> **TASK DESCRIPTION**
Repeat every line that appears below, with nothing altered.

> **EXTRACTED INFORMATION**

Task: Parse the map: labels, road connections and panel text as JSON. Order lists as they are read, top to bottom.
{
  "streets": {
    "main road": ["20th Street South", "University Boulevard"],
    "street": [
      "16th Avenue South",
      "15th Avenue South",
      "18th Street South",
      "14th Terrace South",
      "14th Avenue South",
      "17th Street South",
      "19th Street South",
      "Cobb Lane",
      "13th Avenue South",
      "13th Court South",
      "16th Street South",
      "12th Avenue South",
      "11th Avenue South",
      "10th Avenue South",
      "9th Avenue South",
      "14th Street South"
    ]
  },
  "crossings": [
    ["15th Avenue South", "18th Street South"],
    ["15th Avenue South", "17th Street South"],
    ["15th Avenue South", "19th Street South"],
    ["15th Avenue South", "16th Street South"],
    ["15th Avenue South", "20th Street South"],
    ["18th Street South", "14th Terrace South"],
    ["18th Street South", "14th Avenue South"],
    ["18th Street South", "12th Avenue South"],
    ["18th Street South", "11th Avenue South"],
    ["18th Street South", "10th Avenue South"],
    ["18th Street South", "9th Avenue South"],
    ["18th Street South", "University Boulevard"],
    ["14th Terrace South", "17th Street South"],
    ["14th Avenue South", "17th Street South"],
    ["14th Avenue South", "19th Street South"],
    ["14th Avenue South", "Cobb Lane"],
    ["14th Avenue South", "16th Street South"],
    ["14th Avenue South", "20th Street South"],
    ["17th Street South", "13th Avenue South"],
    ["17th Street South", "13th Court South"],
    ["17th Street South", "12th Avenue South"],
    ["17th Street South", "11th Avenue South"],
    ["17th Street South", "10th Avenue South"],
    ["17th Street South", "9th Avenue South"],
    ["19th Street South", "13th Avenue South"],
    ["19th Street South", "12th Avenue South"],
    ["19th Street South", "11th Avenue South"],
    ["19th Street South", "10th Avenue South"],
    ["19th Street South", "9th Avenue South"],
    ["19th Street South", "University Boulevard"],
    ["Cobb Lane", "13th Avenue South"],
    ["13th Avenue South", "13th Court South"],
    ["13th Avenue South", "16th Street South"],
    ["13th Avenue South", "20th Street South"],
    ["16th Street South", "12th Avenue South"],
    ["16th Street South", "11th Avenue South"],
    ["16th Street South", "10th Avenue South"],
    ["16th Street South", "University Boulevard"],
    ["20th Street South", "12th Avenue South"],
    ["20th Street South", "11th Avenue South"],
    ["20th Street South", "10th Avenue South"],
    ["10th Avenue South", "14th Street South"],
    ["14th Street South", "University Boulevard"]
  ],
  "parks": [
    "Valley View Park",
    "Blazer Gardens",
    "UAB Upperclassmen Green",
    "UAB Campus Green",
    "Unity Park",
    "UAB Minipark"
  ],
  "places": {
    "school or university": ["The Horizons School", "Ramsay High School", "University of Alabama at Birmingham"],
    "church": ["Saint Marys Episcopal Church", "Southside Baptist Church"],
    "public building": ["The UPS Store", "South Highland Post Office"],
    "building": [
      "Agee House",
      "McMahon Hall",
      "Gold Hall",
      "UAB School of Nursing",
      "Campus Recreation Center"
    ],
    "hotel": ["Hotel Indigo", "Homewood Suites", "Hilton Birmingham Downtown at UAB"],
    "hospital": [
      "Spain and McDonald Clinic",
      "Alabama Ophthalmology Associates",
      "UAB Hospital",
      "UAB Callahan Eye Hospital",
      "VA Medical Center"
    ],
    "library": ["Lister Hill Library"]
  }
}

> **SOLUTION FOR THIS PROBLEM**
Task: Parse the map: labels, road connections and panel text as JSON. Order lists as they are read, top to bottom.
{
  "streets": {
    "main road": ["20th Street South", "University Boulevard"],
    "street": [
      "16th Avenue South",
      "15th Avenue South",
      "18th Street South",
      "14th Terrace South",
      "14th Avenue South",
      "17th Street South",
      "19th Street South",
      "Cobb Lane",
      "13th Avenue South",
      "13th Court South",
      "16th Street South",
      "12th Avenue South",
      "11th Avenue South",
      "10th Avenue South",
      "9th Avenue South",
      "14th Street South"
    ]
  },
  "crossings": [
    ["15th Avenue South", "18th Street South"],
    ["15th Avenue South", "17th Street South"],
    ["15th Avenue South", "19th Street South"],
    ["15th Avenue South", "16th Street South"],
    ["15th Avenue South", "20th Street South"],
    ["18th Street South", "14th Terrace South"],
    ["18th Street South", "14th Avenue South"],
    ["18th Street South", "12th Avenue South"],
    ["18th Street South", "11th Avenue South"],
    ["18th Street South", "10th Avenue South"],
    ["18th Street South", "9th Avenue South"],
    ["18th Street South", "University Boulevard"],
    ["14th Terrace South", "17th Street South"],
    ["14th Avenue South", "17th Street South"],
    ["14th Avenue South", "19th Street South"],
    ["14th Avenue South", "Cobb Lane"],
    ["14th Avenue South", "16th Street South"],
    ["14th Avenue South", "20th Street South"],
    ["17th Street South", "13th Avenue South"],
    ["17th Street South", "13th Court South"],
    ["17th Street South", "12th Avenue South"],
    ["17th Street South", "11th Avenue South"],
    ["17th Street South", "10th Avenue South"],
    ["17th Street South", "9th Avenue South"],
    ["19th Street South", "13th Avenue South"],
    ["19th Street South", "12th Avenue South"],
    ["19th Street South", "11th Avenue South"],
    ["19th Street South", "10th Avenue South"],
    ["19th Street South", "9th Avenue South"],
    ["19th Street South", "University Boulevard"],
    ["Cobb Lane", "13th Avenue South"],
    ["13th Avenue South", "13th Court South"],
    ["13th Avenue South", "16th Street South"],
    ["13th Avenue South", "20th Street South"],
    ["16th Street South", "12th Avenue South"],
    ["16th Street South", "11th Avenue South"],
    ["16th Street South", "10th Avenue South"],
    ["16th Street South", "University Boulevard"],
    ["20th Street South", "12th Avenue South"],
    ["20th Street South", "11th Avenue South"],
    ["20th Street South", "10th Avenue South"],
    ["10th Avenue South", "14th Street South"],
    ["14th Street South", "University Boulevard"]
  ],
  "parks": [
    "Valley View Park",
    "Blazer Gardens",
    "UAB Upperclassmen Green",
    "UAB Campus Green",
    "Unity Park",
    "UAB Minipark"
  ],
  "places": {
    "school or university": ["The Horizons School", "Ramsay High School", "University of Alabama at Birmingham"],
    "church": ["Saint Marys Episcopal Church", "Southside Baptist Church"],
    "public building": ["The UPS Store", "South Highland Post Office"],
    "building": [
      "Agee House",
      "McMahon Hall",
      "Gold Hall",
      "UAB School of Nursing",
      "Campus Recreation Center"
    ],
    "hotel": ["Hotel Indigo", "Homewood Suites", "Hilton Birmingham Downtown at UAB"],
    "hospital": [
      "Spain and McDonald Clinic",
      "Alabama Ophthalmology Associates",
      "UAB Hospital",
      "UAB Callahan Eye Hospital",
      "VA Medical Center"
    ],
    "library": ["Lister Hill Library"]
  }
}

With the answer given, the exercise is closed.